*What the exercise asks*. For the data below, restate word for word only the lines from the line containing "262px,1804px 302px,1718px 369px,1696px" through the line containing "312px,1913px 353px,1892px 369px,1869px", both ends included.

START Dataset records

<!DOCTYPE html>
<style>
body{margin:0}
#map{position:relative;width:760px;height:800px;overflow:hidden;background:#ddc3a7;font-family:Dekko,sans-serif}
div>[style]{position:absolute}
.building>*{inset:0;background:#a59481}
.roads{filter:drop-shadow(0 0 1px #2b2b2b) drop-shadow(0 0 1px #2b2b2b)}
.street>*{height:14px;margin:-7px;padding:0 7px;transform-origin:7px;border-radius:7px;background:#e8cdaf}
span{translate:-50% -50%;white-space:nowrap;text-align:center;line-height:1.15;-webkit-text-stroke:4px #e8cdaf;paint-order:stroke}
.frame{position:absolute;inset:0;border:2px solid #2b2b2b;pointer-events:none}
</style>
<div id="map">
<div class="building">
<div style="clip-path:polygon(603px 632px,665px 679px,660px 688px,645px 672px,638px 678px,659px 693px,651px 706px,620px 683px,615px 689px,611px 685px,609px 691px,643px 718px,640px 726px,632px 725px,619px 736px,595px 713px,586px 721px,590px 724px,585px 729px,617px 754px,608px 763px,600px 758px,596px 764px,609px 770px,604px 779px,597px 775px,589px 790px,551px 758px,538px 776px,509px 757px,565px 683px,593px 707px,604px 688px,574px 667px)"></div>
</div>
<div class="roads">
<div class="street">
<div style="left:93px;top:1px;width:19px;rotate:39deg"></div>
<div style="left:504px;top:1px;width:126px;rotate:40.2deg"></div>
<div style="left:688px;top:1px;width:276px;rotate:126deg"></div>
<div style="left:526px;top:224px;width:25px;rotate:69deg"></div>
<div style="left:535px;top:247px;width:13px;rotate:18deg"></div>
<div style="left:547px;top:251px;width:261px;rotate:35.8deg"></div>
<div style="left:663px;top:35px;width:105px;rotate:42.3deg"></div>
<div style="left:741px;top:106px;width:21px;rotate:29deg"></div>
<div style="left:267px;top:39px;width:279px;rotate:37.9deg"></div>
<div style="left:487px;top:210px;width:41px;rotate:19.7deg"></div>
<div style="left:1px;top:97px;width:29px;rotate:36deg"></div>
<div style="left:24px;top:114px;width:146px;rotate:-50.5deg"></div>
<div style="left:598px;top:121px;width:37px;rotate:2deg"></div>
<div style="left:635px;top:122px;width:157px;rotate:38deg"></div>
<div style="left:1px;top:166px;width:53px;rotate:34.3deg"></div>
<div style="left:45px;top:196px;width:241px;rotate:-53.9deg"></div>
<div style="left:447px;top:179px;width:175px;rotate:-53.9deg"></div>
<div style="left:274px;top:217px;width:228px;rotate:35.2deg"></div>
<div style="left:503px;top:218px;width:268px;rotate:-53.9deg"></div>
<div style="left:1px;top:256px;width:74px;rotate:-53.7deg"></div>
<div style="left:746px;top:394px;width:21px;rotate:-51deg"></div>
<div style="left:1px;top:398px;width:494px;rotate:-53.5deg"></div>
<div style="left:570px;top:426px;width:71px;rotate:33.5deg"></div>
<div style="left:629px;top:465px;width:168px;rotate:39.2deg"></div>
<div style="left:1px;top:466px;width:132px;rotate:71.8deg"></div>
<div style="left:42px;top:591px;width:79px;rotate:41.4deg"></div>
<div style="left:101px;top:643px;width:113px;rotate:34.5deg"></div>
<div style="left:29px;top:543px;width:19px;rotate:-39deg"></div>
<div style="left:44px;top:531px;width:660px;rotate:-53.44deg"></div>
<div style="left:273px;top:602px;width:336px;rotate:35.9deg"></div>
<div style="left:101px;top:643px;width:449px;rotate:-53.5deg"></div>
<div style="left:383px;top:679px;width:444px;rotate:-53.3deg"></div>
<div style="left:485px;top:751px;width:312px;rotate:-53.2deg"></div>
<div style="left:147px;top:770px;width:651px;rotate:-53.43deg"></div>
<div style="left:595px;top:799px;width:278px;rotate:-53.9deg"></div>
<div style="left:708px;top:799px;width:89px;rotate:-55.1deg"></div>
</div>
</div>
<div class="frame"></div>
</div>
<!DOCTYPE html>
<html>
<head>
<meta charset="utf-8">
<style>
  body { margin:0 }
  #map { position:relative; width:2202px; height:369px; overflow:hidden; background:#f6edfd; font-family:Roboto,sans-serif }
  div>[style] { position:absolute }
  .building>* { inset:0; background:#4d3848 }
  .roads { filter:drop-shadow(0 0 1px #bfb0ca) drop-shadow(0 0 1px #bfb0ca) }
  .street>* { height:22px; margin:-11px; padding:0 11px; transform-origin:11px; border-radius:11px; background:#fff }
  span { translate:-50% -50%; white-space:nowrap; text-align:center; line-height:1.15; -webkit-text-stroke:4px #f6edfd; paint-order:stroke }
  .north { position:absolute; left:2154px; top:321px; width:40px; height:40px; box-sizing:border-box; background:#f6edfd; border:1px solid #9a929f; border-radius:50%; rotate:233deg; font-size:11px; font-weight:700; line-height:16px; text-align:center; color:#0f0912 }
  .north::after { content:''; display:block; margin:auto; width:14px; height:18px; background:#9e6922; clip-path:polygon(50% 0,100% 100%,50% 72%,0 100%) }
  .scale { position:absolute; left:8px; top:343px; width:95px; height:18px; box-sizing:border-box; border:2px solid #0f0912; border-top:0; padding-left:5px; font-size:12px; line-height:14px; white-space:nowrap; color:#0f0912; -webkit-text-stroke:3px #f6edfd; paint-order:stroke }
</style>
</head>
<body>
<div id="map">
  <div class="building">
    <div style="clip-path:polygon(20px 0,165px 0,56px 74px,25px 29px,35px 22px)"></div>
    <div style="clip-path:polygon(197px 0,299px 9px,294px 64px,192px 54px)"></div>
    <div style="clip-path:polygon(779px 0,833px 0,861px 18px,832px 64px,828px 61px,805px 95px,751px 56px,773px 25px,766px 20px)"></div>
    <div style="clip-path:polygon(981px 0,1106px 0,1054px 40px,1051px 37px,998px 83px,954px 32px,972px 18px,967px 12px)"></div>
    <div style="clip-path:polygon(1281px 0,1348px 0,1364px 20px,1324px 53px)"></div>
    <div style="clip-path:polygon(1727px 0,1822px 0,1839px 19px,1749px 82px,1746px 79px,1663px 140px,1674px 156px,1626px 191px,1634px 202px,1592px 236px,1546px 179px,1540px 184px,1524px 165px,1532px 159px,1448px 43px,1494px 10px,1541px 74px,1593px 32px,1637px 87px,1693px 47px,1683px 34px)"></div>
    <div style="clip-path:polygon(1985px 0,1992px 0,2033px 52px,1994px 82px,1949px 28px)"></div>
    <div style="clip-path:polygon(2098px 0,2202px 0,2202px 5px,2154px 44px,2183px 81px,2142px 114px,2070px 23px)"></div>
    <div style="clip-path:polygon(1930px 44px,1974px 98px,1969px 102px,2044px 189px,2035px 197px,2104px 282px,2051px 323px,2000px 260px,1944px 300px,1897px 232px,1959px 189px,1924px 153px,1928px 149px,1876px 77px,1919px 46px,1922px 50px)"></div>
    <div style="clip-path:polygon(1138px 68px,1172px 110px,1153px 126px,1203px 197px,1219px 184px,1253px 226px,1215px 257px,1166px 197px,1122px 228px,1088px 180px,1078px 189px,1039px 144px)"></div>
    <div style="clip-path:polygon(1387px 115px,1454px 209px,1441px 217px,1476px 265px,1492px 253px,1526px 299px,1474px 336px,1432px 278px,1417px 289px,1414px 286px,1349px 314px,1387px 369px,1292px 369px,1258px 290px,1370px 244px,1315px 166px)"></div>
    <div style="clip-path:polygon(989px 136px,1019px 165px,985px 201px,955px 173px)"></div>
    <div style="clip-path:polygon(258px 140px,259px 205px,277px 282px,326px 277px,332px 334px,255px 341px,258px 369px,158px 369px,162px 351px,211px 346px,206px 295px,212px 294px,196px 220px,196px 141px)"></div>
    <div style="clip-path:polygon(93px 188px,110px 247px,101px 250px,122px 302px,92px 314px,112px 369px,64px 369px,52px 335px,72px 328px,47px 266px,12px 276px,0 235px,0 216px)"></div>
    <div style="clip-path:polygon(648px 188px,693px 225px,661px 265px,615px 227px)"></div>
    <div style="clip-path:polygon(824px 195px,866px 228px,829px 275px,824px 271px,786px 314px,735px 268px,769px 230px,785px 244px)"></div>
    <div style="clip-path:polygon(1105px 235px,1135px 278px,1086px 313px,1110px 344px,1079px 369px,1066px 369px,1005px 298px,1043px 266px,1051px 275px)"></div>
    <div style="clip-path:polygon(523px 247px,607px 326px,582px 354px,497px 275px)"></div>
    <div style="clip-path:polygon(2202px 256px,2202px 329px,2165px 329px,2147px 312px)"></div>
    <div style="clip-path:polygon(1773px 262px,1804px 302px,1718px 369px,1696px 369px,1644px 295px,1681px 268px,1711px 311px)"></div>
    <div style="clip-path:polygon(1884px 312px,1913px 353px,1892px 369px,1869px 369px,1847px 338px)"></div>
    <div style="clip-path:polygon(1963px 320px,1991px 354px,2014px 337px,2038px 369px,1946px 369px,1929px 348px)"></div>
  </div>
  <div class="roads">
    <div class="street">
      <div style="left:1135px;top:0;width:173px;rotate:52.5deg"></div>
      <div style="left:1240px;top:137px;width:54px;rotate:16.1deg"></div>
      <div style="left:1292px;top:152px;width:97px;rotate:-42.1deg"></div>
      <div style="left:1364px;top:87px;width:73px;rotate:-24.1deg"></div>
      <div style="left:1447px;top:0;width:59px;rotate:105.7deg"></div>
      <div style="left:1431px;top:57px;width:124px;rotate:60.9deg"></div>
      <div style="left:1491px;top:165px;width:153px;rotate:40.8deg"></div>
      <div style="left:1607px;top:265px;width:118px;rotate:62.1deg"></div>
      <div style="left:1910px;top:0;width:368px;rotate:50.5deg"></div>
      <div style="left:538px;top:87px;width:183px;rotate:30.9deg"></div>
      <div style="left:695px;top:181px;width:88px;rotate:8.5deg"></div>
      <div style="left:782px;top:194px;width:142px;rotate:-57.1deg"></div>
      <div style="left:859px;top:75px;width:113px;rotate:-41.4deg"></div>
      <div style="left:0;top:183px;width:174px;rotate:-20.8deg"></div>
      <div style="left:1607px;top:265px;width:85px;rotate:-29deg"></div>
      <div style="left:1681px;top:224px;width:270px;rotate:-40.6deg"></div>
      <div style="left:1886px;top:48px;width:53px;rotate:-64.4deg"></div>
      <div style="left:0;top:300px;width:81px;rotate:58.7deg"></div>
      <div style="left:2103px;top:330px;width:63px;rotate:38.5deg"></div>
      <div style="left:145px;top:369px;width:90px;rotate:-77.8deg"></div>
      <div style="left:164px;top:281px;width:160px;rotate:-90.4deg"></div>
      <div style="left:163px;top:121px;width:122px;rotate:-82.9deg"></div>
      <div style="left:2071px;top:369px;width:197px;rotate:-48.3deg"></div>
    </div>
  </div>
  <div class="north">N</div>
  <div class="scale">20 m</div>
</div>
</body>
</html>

END Dataset records

*Response area*.
    <div style="clip-path:polygon(1773px 262px,1804px 302px,1718px 369px,1696px 369px,1644px 295px,1681px 268px,1711px 311px)"></div>
    <div style="clip-path:polygon(1884px 312px,1913px 353px,1892px 369px,1869px 369px,1847px 338px)"></div>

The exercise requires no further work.